The Ontario Progressive Conservative Party will have their new leader soon.
The announcement is expected when they host their convention Saturday.
There are two candidates looking to lead the party. Christine Elliot is the MPP for Whitby-Oshawa. The other candidate is Patrick Brown. Brown is currently the MP for Barrie.
Political science professor at Western University, Cristine de Clercy, says Elliot has a lot of support in different areas.
“She seems to be running a ‘big tent’ campaign. She’s done a great job gaining support from a lot of different areas in the Tory party.
Some local endorsements for Elliot include MP Ed Holder, Joe Preston, the Western University Conservative group and former city councillor Nancy Branscombe.
Although, she says that Brown may have of a narrow group of supporters, they’re still a very dedicated group.
“Particularly social conservatives and some physical conservatives. They really do value and want to promote centre-right policies.”
Endorsements for Patrick Brown include former NHL players Wayne Gretzky and Gary Freeman. He also has the support from former leadership candidate, Monte McNaughton. He is currently the MPP for Lambton-Kent-Middlesex.
Cristine de Clercy says when the winner is chosen, there’s one big ‘elephant in the room’ they need to address.
“Unify this party. It’s very clear through the last two leaders, Mr. (John) Tory and Mr. (Tim) Hudak that there was a number of problems with the group, including on the senior level.”
However, she says if they can work everything out, this party is still very strong and could make quite the move in the next election.
“Structurally and ideologically, can it over come the number of problems that dogged it and really undercut the gains it could of made in the past? That’s really up to the leader. Also, it’s up to the party and what choices they want to make going forward.”
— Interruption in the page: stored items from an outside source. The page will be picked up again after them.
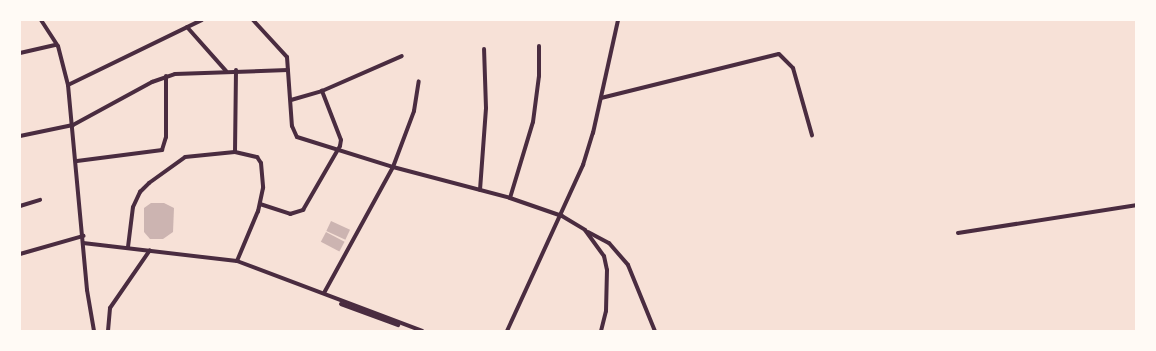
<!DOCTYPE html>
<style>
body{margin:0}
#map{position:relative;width:1156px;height:351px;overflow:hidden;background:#f7e1d7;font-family:"DejaVu Sans",sans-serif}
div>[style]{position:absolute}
.building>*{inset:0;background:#ccb4b1;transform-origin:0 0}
.minor>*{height:4px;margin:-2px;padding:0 2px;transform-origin:2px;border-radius:2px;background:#4a2c40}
span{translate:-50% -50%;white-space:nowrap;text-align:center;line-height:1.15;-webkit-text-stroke:3px #fffaf5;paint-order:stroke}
.frame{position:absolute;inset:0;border:21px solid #fffaf5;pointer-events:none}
</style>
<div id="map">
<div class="building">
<div style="clip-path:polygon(151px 203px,164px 203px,174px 208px,173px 232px,163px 239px,150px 239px,144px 232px,144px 208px)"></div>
<div style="left:331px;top:221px;width:21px;height:11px;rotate:25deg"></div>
<div style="left:326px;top:232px;width:21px;height:11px;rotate:28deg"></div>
</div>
<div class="minor">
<div style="left:41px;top:20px;width:31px;rotate:57deg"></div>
<div style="left:58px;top:46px;width:40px;rotate:75.6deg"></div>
<div style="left:68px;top:85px;width:206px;rotate:84.7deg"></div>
<div style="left:87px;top:290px;width:42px;rotate:80.3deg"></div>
<div style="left:253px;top:20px;width:50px;rotate:47.4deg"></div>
<div style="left:287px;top:57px;width:69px;rotate:85.9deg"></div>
<div style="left:292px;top:126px;width:12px;rotate:66deg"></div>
<div style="left:297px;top:137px;width:101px;rotate:17.4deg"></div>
<div style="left:393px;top:167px;width:121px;rotate:14.8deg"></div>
<div style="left:510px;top:198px;width:55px;rotate:19.1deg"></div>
<div style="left:562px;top:216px;width:27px;rotate:31deg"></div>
<div style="left:585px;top:230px;width:32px;rotate:54deg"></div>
<div style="left:604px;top:256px;width:14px;rotate:78deg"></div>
<div style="left:607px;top:270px;width:41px;rotate:91.4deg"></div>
<div style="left:606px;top:311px;width:21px;rotate:104deg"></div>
<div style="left:187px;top:27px;width:59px;rotate:48.4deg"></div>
<div style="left:20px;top:53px;width:37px;rotate:-13deg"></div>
<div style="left:68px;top:85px;width:149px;rotate:-25.9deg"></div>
<div style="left:601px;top:98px;width:183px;rotate:-13.9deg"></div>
<div style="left:779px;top:54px;width:20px;rotate:45deg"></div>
<div style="left:793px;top:68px;width:70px;rotate:74.2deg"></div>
<div style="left:291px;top:100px;width:32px;rotate:-16deg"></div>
<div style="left:322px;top:91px;width:87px;rotate:-23.6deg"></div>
<div style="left:20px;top:136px;width:54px;rotate:-11.7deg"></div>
<div style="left:73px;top:125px;width:90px;rotate:-28.6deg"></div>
<div style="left:152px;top:82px;width:24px;rotate:-19deg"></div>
<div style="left:175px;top:74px;width:113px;rotate:-2deg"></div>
<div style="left:235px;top:152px;width:82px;rotate:-89.3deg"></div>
<div style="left:77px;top:161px;width:86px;rotate:-7.4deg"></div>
<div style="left:162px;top:150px;width:14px;rotate:-73deg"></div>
<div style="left:166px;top:137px;width:61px;rotate:-90deg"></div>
<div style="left:480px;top:190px;width:82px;rotate:-85.8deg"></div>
<div style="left:486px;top:108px;width:59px;rotate:-91.9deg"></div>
<div style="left:510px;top:198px;width:79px;rotate:-73.2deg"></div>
<div style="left:533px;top:122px;width:46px;rotate:-82.6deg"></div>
<div style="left:539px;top:76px;width:30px;rotate:-90deg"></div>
<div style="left:260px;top:204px;width:32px;rotate:18deg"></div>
<div style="left:290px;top:214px;width:14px;rotate:-17deg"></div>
<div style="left:303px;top:210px;width:74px;rotate:-60deg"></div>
<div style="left:340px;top:146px;width:6px;rotate:-81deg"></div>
<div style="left:341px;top:140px;width:53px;rotate:-111.2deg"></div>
<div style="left:20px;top:206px;width:21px;rotate:-17deg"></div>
<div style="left:588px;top:232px;width:24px;rotate:28deg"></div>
<div style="left:609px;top:243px;width:29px;rotate:49deg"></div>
<div style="left:628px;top:265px;width:71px;rotate:67.8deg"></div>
<div style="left:958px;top:233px;width:180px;rotate:-8.9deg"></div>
<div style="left:83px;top:243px;width:155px;rotate:6.7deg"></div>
<div style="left:237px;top:261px;width:198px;rotate:20.7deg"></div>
<div style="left:128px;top:247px;width:40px;rotate:-82.9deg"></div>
<div style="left:133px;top:207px;width:17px;rotate:-65deg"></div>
<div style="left:140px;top:192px;width:13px;rotate:-45deg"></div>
<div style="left:149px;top:183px;width:44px;rotate:-35.8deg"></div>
<div style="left:185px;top:157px;width:50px;rotate:-5.7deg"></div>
<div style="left:235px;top:152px;width:23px;rotate:13deg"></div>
<div style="left:257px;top:157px;width:7px;rotate:56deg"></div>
<div style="left:261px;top:163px;width:25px;rotate:85deg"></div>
<div style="left:263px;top:188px;width:24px;rotate:102deg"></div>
<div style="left:258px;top:211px;width:54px;rotate:112.8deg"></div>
<div style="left:20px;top:254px;width:66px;rotate:-15.9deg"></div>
<div style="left:324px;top:293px;width:144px;rotate:-61.3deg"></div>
<div style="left:393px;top:167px;width:60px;rotate:-69.4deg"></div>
<div style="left:414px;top:111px;width:30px;rotate:-81deg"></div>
<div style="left:341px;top:304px;width:61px;rotate:20.2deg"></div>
<div style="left:108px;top:331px;width:23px;rotate:-85deg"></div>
<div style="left:110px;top:308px;width:70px;rotate:-55.4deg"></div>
<div style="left:507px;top:331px;width:183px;rotate:-65.4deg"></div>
<div style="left:583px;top:165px;width:34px;rotate:-73deg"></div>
<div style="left:593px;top:133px;width:116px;rotate:-77.5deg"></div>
</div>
<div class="frame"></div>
</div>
During the race, former candidate Monte McNaughton and Christine Elliot had a lot of friction. Although Clercy says this kind of friction is good and bad.
“Leadership races are good for parties and they’re bad for parties. They’re good because it’s competitive which gets the members off the couch and contest issues and policies within the party. The flipside is that these kind of races can get very divisive. There always some kind of friction in a leadership race between key people. They have and let’s call them ‘passionate discussions.’ Especially about key people and key issues.”
She says there’s an important element after the leader is picked.
“The thing is, the successful parties, the ones that go one to form the government are the ones that can mend fences, pull together rather than continue to fall in descent and work as a team. This is one of the major tests for the new leader. How they handle their critics, competitors and if they can set aside their petty differences and narrow self interests. If they can work it out, that will be the mark of an excellent leadership.”
The leadership race comes after Tim Hudak stepped down last year. This was due to the poor results party had in the 2014 election and being the second election he lost as leader.